Around the Web

Here are some important law-and-religion news stories from around the web:

  • In The Satanic Temple, Inc. v. City of Boston, a Massachusetts federal district court affirmed Boston City Council’s refusal to invite a representative of The Satanic Temple (“TST”) to deliver an invocation. The court did not find evidence of discrimination against TST based on its religious beliefs, citing evidence that the councilors typically invited community-involved speakers serving their constituents, a qualification TST did not meet. While the court acknowledged the potential for abuse due to lack of formal written policy on selecting invocation speakers, it maintained that “the lack of a formal, written policy does not by itself create a constitutional problem.”
  • In Children of the Kingdom v. Central Appraisal District of Taylor County, a Texas state appellate court affirmed a $32,000 property tax assessment against a religious organization that did not apply for a tax exemption. The court rejected the organization’s claim that the exemption application requirement violated their First Amendment rights, stating it was a neutral and generally applicable requirement designed to maintain equality and uniformity in the property tax system.
  • In Salado v. Roman Catholic Diocese of El Paso, a Texas state appellate court determined that the ecclesiastical abstention doctrine prevented the court from ruling on whether funds raised by parishioners to construct a new church were improperly used by the diocese. The diocese had chosen to merge the parish with another and transfer the $1.4 million in funds to the new joint parish. The court stated: “To resolve the dispute… would require this Court to interpret Canon Law and policies of the Roman Catholic Church regarding the rights and authority of bishops regarding the patrimony of a parish. Churches have a fundamental right “to decide for themselves, free from state interference, matters of church government[.]”
  • A lawsuit was filed in Oklahoma state court challenging the state’s Virtual Charter School Board’s approval of a state-funded, Catholic-sponsored charter school, St. Isidore’s. The plaintiff alleges that St. Isidore’s operation would violate the Oklahoma Constitution, Charter Schools Act, and Board regulations, particularly on grounds of religious discrimination based on sexual orientation and gender identity, and non-compliance with nonsectarian requirements.
  • A law mandating the display of the national motto, “In God We Trust“, in all public school classrooms across Louisiana has taken effect with the start of the new school year. Democrat Gov. John Bel Edwards signed the House Bill 8 into law, which passed without any opposition in the Republican-led state Senate and House of Representatives. The legislation applies to public post-secondary institutions as well.
  • Ukrainian President Volodymyr Zelenskyy has signed a law to change the date of Christmas celebrations from January 7, followed by the Russian Orthodox Church, to December 25. As stated in an attached explanatory note, this move is part of an effort to “abandon the Russian heritage” and align more with Ukrainian traditions and holidays. The law also adjusts the dates for two other Ukrainian patriotic holidays.
  • Ilya Solkan, a priest in a small village near Kyiv, Ukraine, was expelled by his parishioners for introducing politics into his pastoral care and expressing support for Kremlin’s policies. Solkan belongs to the branch of the Orthodox Church tied to the Russian Orthodox Church in Moscow, which is seen by many Ukrainians as a symbol of Russian influence. Amid escalating tensions due to war, Ukraine is experiencing a growing rejection of the church’s Moscow-linked arm, and more than 1,500 local churches have switched allegiance to the Ukrainian national church. Solkan, now unemployed and ostracized, continues to hold services at his home and is attempting to regain his position through a lawsuit. Meanwhile, the villagers have welcomed a new priest from Ukraine’s national church.

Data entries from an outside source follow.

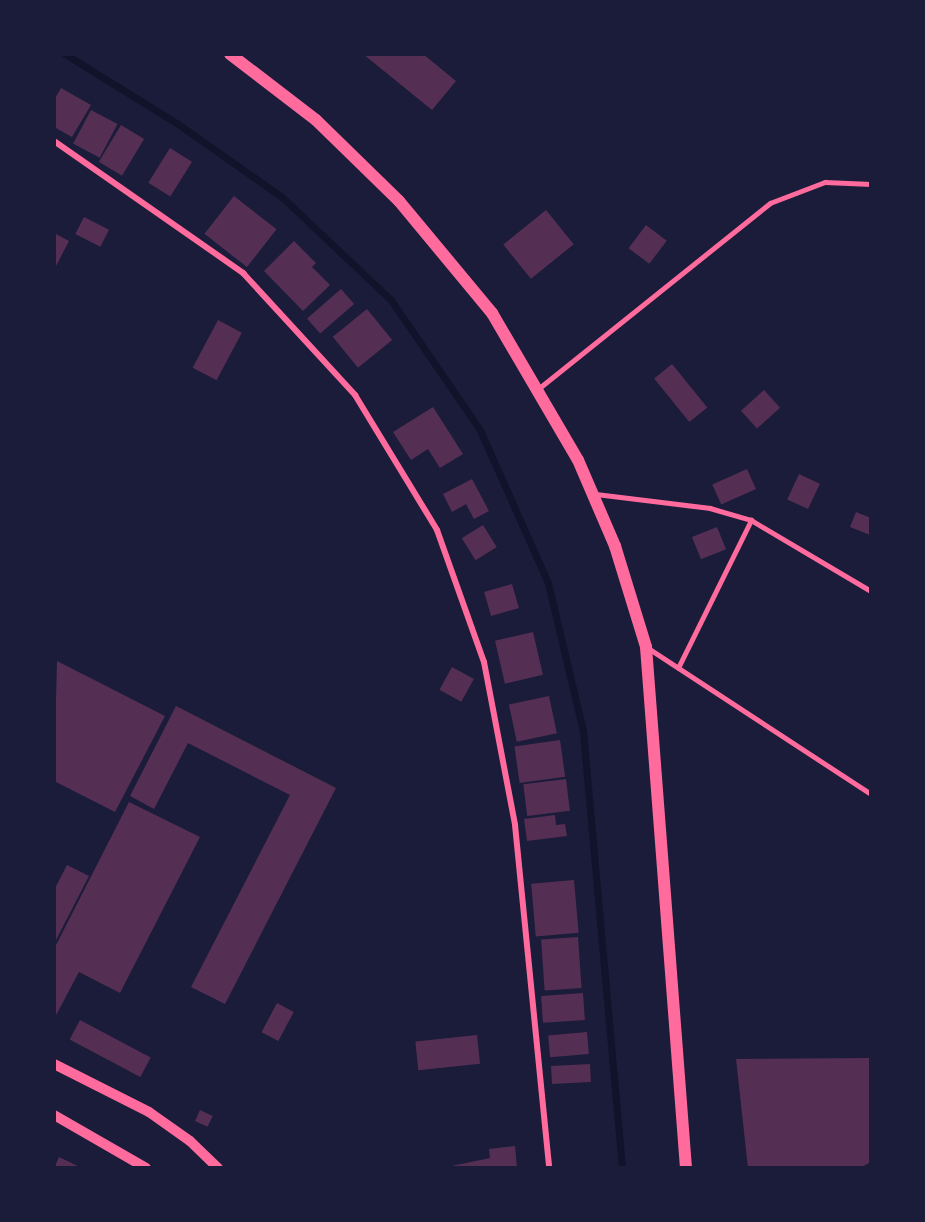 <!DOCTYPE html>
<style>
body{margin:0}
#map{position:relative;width:925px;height:1222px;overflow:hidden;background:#1b1b3a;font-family:"Public Sans",sans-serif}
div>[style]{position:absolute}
.stream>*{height:7px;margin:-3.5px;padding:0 3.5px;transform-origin:3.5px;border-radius:3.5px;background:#12122b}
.building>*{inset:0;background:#542f53;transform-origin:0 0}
.service>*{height:4.5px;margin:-2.25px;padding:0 2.25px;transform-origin:2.25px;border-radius:2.25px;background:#ff6b9d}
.minor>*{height:6px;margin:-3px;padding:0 3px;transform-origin:3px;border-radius:3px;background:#ff6b9d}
.tertiary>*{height:10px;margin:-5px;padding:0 5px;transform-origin:5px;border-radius:5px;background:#ff6b9d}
.secondary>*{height:12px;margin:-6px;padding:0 6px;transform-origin:6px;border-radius:6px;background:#ff6b9d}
span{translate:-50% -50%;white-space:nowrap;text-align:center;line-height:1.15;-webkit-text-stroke:4.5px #1b1b3a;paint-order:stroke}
.frame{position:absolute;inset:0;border:56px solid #1b1b3a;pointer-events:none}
</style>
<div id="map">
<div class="stream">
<div style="left:65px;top:54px;width:133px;rotate:31.8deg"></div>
<div style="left:178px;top:124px;width:127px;rotate:35.1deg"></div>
<div style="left:282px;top:197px;width:150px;rotate:43.4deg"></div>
<div style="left:391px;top:300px;width:158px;rotate:55.6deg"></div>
<div style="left:480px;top:430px;width:167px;rotate:66deg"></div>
<div style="left:548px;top:583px;width:152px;rotate:76.7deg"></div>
<div style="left:583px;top:731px;width:439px;rotate:84.9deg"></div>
</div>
<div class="building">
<div style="clip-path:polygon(363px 54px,423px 54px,456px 81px,432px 110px)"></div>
<div style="clip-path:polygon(61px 88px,91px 105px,72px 137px,54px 127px,54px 100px)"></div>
<div style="left:91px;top:110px;width:30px;height:38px;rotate:28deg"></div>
<div style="left:121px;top:125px;width:27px;height:43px;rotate:31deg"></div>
<div style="left:170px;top:148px;width:26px;height:41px;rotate:32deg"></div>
<div style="left:234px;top:196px;width:54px;height:48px;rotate:38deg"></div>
<div style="left:546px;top:210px;width:44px;height:55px;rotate:51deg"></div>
<div style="left:84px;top:217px;width:28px;height:19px;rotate:27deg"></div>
<div style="left:646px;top:225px;width:26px;height:29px;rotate:37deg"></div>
<div style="clip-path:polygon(54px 233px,69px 241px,54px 270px)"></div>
<div style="clip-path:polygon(294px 241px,316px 263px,312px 267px,330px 285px,303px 311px,264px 271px)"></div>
<div style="left:341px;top:289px;width:20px;height:45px;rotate:49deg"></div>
<div style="left:367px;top:309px;width:40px;height:44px;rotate:51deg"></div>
<div style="left:218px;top:320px;width:27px;height:54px;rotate:28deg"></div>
<div style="left:672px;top:364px;width:56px;height:23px;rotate:51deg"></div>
<div style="left:764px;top:390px;width:24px;height:31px;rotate:48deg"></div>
<div style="clip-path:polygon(433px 407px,463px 454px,440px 468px,428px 449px,411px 460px,393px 432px)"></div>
<div style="left:747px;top:469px;width:22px;height:38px;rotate:66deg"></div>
<div style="left:799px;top:474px;width:23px;height:28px;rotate:25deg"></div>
<div style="clip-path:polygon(472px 479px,489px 511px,474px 519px,466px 504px,452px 512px,443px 494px)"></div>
<div style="clip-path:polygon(856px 512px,871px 518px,870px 535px,850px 527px)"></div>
<div style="left:483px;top:525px;width:26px;height:25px;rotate:58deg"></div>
<div style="left:717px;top:527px;width:24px;height:27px;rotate:68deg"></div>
<div style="left:512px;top:584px;width:25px;height:29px;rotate:74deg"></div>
<div style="left:533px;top:632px;width:44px;height:39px;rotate:77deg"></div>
<div style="clip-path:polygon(57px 661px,165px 716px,115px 812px,54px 781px)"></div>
<div style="left:452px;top:667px;width:25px;height:26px;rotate:29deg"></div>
<div style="left:549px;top:696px;width:38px;height:41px;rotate:78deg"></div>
<div style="clip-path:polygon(176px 706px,336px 788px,225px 1004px,191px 987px,290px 795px,188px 743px,154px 809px,130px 796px)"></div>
<div style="left:560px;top:740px;width:37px;height:46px;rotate:82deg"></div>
<div style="left:566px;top:779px;width:32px;height:43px;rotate:83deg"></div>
<div style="clip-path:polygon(129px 802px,200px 837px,120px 993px,79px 972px,54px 1019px,54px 949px)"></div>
<div style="clip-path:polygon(555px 815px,556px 825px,565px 824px,567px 836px,527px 841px,524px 819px)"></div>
<div style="clip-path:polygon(67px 865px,89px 876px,54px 944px,54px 890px)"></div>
<div style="left:574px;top:880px;width:53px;height:43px;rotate:85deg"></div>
<div style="left:578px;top:937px;width:51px;height:37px;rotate:86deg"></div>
<div style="left:583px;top:993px;width:27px;height:42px;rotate:86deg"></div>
<div style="left:277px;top:1003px;width:19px;height:33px;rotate:28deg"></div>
<div style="left:80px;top:1020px;width:80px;height:22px;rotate:28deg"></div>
<div style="left:587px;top:1032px;width:22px;height:39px;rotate:85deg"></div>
<div style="left:477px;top:1035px;width:29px;height:62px;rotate:84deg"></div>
<div style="clip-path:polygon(871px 1058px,871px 1162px,860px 1168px,748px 1168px,736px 1059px)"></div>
<div style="left:590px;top:1064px;width:18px;height:39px;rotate:87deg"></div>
<div style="left:200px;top:1110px;width:14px;height:12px;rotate:25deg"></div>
<div style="clip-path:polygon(515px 1146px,517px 1168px,442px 1168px,490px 1158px,489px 1149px)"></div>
<div style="clip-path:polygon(59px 1157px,82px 1168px,54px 1168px)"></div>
</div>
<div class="service">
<div style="left:538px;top:389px;width:297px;rotate:-38.7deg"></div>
<div style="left:770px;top:203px;width:59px;rotate:-20.9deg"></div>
<div style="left:825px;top:182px;width:46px;rotate:2.5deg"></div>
<div style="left:596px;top:494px;width:115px;rotate:7deg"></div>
<div style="left:710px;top:508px;width:43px;rotate:16.3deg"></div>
<div style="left:751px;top:520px;width:139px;rotate:30.6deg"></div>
<div style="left:648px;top:648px;width:267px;rotate:33.2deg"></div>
<div style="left:678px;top:668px;width:165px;rotate:-63.7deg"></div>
</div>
<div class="minor">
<div style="left:54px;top:141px;width:231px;rotate:34.9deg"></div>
<div style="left:243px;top:273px;width:166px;rotate:47.4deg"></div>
<div style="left:355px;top:395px;width:158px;rotate:58.7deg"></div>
<div style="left:437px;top:530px;width:140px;rotate:70.4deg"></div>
<div style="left:484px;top:662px;width:166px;rotate:79.2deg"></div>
<div style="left:515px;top:825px;width:345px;rotate:84.3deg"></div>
</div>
<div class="tertiary">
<div style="left:54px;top:1064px;width:106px;rotate:26.8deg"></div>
<div style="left:149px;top:1112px;width:50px;rotate:35.3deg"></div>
<div style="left:190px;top:1141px;width:39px;rotate:44deg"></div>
<div style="left:54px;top:1115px;width:106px;rotate:29.9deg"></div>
</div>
<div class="secondary">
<div style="left:230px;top:54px;width:108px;rotate:37.5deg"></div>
<div style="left:316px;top:120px;width:116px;rotate:44.3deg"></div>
<div style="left:399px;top:201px;width:146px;rotate:50.3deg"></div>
<div style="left:492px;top:313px;width:170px;rotate:59.7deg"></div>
<div style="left:578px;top:460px;width:94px;rotate:66.7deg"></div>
<div style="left:615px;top:546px;width:106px;rotate:72.9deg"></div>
<div style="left:646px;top:647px;width:523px;rotate:85.61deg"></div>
</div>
<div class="frame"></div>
</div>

Communalism in the Indian Constitution

Liberalism privileges the individual and teaches that the state is legitimate when it honors individual rights–including the right to religious freedom. A much older understanding conceives the polity in terms of communities, including religious communities, and teaches that the state has a duty to coordinate relations among them justly. An interesting-looking new book from Cambridge, India’s Communal Constitution: Law, Religion, and the Making of a People, argues that both understandings prevail in contemporary India: a formal liberalism and a practical communalism. The author is constitutional scholar Mathew John (Jindal Global Law School, India). Here is the description from Cambridge’s website:

This book speaks to debates on law, constitutionalism, and the contested terrain of political identity in modern India. Set against the overwhelmingly liberal design of the Indian Constitution, the book demonstrates a tendency in the Constitution and its practice to identify the Indian people in parochial and communal terms. This tendency is identified as India’s Communal Constitution and its imprint on contemporary constitutional practice is illustrated by drawing on the constitutional practice as it addresses religious freedom, personal law, minority rights and the identification of caste groups. Thus, casting the Constitution and its practice as a field of contest, the aspiration to define the Indian people as a community of individual citizens is brought face to face with its antagonists. The most significant of these antagonists is the tendency to cast the Indian people as a collection of communities which this book examines and details as India’s Communal Constitution.